Let’s say the first output neuron is showing a dog and the second one is a cat. This neurons are both fully connected to previous hidden layer’s neuron so how do we show the importance of each neuron here? We will be doing it as we always do actually. Let’s say these neurons that have high values like 1, 0.9 and such. And passed to both of the ourput neurons. The dog and cat neuron will check whether is that feature belongs to them. Because at the end we know which image is what and the process goes like this. 1, 0.9 are both goes to cat and dog neurons, and if it is a dog, dog will neuron detects that I need to be fired up so these neurons are my key neurons, these neurons will affect me, if it was cat neuron that needs to be firing than the cat neuron will detect that these neurons are mine. And showing that these neurons belongs to one of them, they will increase the weight between them and the neurons themselves. So basically having a higher weight value will show that these neuron has high effect on this results. Let’s say neurons in the hidden layer with value 1 and 0.9 respectively represent the feature “Bging ears”, “Big nose” - definitely a dog, when 1 and 0.9 is sent both dog and cat, we (NN) knows this needs to be a dog, so it fires the dog neuron, and updates the weight between dog output neuron and these hidden layer neurons to have a higher value and for the cat these weights are decreased.

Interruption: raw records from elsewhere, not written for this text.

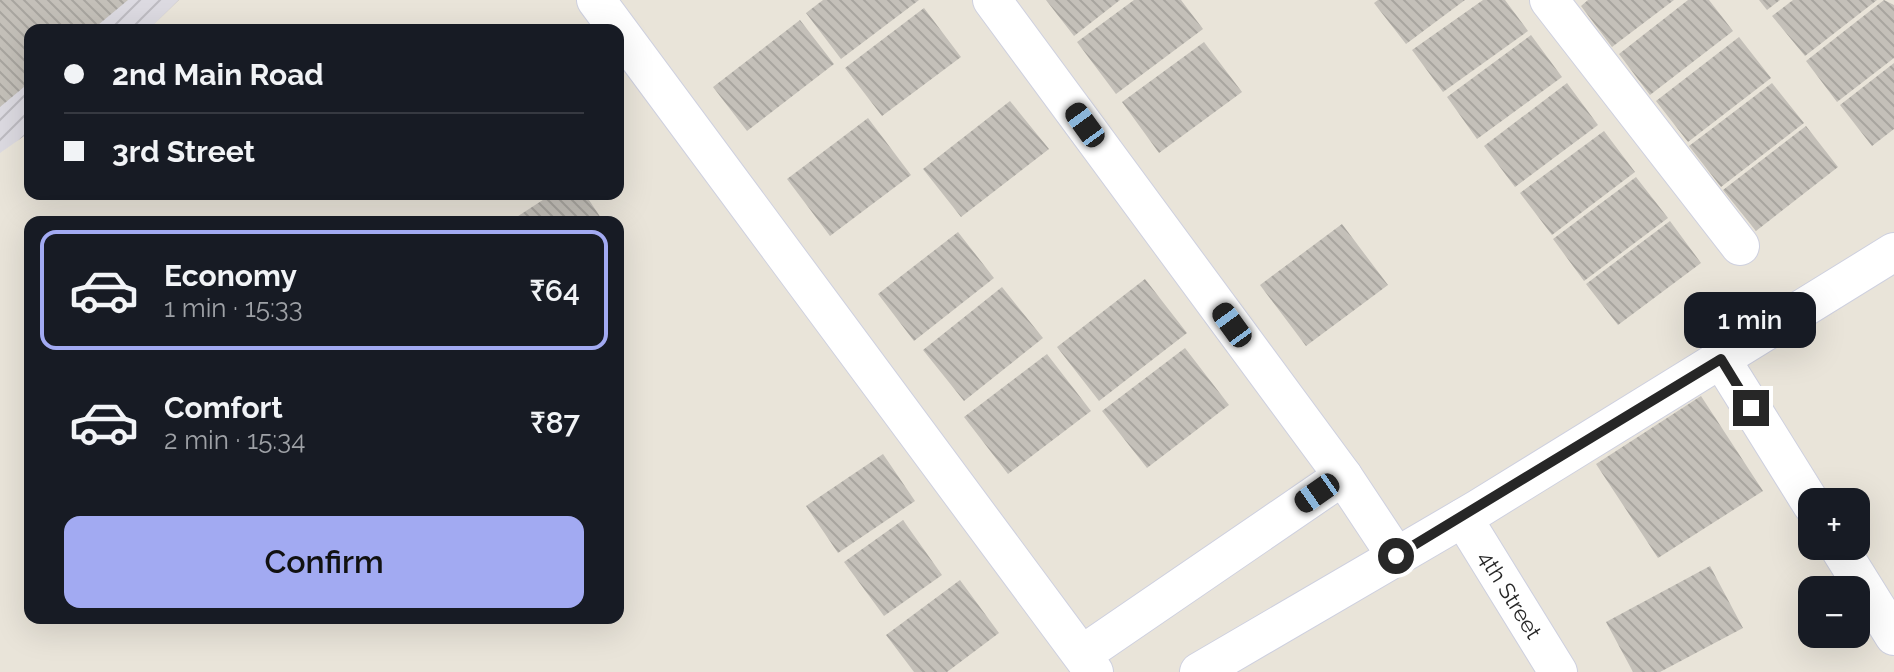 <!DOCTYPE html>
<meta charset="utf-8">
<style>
:root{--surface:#171b24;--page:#242831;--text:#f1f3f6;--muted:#9ea1a6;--line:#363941;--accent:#a2aaf2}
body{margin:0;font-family:Raleway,sans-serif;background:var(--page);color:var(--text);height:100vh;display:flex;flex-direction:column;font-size:30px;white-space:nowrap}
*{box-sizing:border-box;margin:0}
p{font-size:26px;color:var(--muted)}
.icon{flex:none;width:44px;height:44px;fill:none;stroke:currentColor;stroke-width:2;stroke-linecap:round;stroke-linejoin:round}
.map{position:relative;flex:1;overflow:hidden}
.drawer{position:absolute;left:24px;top:216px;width:600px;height:408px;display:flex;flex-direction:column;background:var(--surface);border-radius:16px;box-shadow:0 8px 32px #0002}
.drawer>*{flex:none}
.banner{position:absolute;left:24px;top:24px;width:600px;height:176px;border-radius:16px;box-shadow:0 8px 32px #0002;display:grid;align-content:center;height:176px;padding:0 40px;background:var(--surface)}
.tools{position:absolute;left:1798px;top:488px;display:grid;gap:16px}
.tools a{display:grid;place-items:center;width:72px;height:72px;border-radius:16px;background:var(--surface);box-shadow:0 8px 32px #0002;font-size:40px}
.end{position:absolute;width:36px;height:36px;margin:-18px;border:10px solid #272727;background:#fff;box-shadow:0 0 0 4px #fff}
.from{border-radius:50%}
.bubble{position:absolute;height:56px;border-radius:16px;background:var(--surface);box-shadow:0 8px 32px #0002;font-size:26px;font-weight:600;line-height:56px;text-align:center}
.car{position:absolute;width:24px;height:48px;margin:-24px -12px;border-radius:10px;box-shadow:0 0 6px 2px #0007;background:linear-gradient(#222 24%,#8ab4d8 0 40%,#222 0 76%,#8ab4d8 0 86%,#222 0)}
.banner b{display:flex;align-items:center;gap:28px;height:76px;font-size:30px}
.banner b+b{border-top:2px solid var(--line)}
.banner i{width:20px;height:20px;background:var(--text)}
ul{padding:14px 0 0;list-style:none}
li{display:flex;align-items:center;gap:24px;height:120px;margin:0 16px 12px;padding:0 24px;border:4px solid transparent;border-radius:16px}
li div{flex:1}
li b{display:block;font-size:30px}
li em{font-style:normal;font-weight:600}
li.active{border-color:var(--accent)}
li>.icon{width:72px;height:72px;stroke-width:1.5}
.cta{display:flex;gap:16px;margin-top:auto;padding:16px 40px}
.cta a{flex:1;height:92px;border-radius:16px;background:var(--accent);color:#111;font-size:32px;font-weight:600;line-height:92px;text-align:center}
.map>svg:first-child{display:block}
</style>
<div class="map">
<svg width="1894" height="672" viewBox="0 0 1894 672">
<defs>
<pattern id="industrial-furrows" width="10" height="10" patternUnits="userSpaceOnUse" patternTransform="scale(2)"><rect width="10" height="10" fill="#dcdae1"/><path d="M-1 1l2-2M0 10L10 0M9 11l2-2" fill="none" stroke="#bdbbc1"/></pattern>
<pattern id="building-back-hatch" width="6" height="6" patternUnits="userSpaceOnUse" patternTransform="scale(2)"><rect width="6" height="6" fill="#c4c0b9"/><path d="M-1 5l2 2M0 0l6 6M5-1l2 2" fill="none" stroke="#a8a59f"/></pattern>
</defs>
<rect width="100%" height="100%" fill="#e9e4d9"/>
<path fill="url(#industrial-furrows)" d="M 0,0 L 179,0 L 148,30 L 30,30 L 30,132 L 0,153 Z"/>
<path fill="url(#building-back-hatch)" d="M 0,0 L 128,0 L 92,30 L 30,30 L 30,82 L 0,107 Z
M 823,0 L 919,0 L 841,59 L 806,13 Z
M 1046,0 L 1120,0 L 1074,36 Z
M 1134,0 L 1181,0 L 1203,29 L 1116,94 L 1077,42 Z
M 1378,0 L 1465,0 L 1406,44 L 1374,3 Z
M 1483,0 L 1505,0 L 1528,31 L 1443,92 L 1412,50 Z
M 1588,0 L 1674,0 L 1612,47 L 1581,6 Z
M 1688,0 L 1709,0 L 1733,31 L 1650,95 L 1619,54 Z
M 1759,0 L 1780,0 L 1767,10 Z
M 1793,0 L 1877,0 L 1805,56 L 1772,16 Z
M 1884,0 L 1894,5 L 1894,58 L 1837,102 L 1806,61 Z
M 924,8 L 961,57 L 882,116 L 845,68 Z
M 800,20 L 834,64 L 747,131 L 713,87 Z
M 1531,35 L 1562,77 L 1477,139 L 1447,97 Z
M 1739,37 L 1771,78 L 1688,142 L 1656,101 Z
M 1204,42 L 1242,92 L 1159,153 L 1122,102 Z
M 1894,63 L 1894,129 L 1872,146 L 1840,105 Z
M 1567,83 L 1598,125 L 1515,187 L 1484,146 Z
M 1772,83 L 1804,123 L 1721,187 L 1689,146 Z
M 1010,101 L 1049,149 L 961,217 L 923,169 Z
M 868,118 L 911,175 L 830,236 L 787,179 Z
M 1806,126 L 1838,167 L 1756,231 L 1723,190 Z
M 1604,131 L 1635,172 L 1552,235 L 1520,193 Z
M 1636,177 L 1668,218 L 1584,281 L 1553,239 Z
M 552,194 L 585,194 L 601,218 L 595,222 L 509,222 Z
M 1670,221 L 1701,263 L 1618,325 L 1586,284 Z
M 1342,224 L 1388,285 L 1306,346 L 1260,285 Z
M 958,232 L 994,278 L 914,341 L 878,294 Z
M 1145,279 L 1187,333 L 1099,401 L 1057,347 Z
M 1002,287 L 1043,338 L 964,401 L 923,350 Z
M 1185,348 L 1229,405 L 1147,468 L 1102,411 Z
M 1047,354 L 1091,411 L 1008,474 L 964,417 Z
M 1701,396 L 1763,491 L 1658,558 L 1596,464 Z
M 883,454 L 915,501 L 838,553 L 806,506 Z
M 903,520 L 942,575 L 884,616 L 844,562 Z
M 1710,566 L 1743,628 L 1660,672 L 1633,672 L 1606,622 Z
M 960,580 L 999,633 L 947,672 L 914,672 L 886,635 Z"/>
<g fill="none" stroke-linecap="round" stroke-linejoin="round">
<g stroke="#ced0df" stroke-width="40">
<g id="street">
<path d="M 596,0 L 1094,672"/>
<path d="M 992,0 L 1343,476 L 1396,556"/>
<path d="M 1549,0 L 1740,246"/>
<path d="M 1721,359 L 1812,505"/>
<path id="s1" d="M 1463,518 L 1558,672"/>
<path d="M 1838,546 L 1894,636"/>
<path d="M 1083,654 L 1343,476"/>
<path d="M 1199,672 L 1478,509 L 1894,252"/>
</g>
</g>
<use href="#street" stroke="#fff" stroke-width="38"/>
</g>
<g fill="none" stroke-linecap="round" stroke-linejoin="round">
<path stroke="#272727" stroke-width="10" d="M 1396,556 L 1721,359 L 1751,408"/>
</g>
<g text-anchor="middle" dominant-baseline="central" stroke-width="7" stroke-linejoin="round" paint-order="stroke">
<g font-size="22" fill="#272727" stroke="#fff">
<text stroke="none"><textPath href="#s1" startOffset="90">4th Street</textPath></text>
</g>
</g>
</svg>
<div class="tools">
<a>+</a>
<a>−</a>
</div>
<i class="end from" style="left:1396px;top:556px"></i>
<i class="end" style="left:1751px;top:408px"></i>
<div class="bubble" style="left:1684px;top:292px;width:132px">1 min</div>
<i class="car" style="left:1085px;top:125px;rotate:324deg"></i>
<i class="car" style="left:1232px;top:325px;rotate:324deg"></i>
<i class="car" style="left:1317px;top:493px;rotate:235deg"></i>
<div class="banner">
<b><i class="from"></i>2nd Main Road</b>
<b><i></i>3rd Street</b>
</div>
<section class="drawer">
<ul>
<li class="active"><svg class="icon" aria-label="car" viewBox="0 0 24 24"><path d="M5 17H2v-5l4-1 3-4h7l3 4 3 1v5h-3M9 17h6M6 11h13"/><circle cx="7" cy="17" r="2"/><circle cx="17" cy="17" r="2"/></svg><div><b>Economy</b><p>1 min · 15:33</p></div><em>₹64</em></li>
<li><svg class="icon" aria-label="car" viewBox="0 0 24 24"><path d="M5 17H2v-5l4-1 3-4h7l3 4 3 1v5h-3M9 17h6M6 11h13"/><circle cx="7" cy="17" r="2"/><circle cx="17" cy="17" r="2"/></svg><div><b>Comfort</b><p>2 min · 15:34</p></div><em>₹87</em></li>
</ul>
<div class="cta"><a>Confirm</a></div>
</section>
</div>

And if it was a “small nose”, “small tounge” feature the weights between cat and that neurons will be increased. This process is part of learning and will be ran so many times, so many iterations.
When the prediction time comes this time the output neurons does not know if that image is a dog or a cat, it is actually the goal of the prediction to find out wether it is a dog or a cat. But the do know which neurons to listen.
And here dog will have a great value of prediction lets say 0.87 and for cat its 0.13 and winner is clear.
Now you all know this steps, and what do they do.
As a result, we can say that CNN is basically used for taking the real definitive features of an input, and feeds it into an ANN.
So a twisted, blured, squashed, resized image of an object, is first analyzed into its key features first, and then an ANN is trained with that.
http://www.cs.cmu.edu/~aharley/vis/conv/flat.html
First Step -> convolved image, filtered.
Second Step-> Downsampling -> pooling : Even though the data in this layer looks less, it basically shows that features are preserved, and we have less data in total which is a great benefit of pooling.
So what is next?
Emotions, Tesla story about hitting a girl on the road for saving the family in the car.
Lack of Moral Decisions - Empathy
http://moralmachine.mit.edu/
There are some scenarios where you choose what should the car do.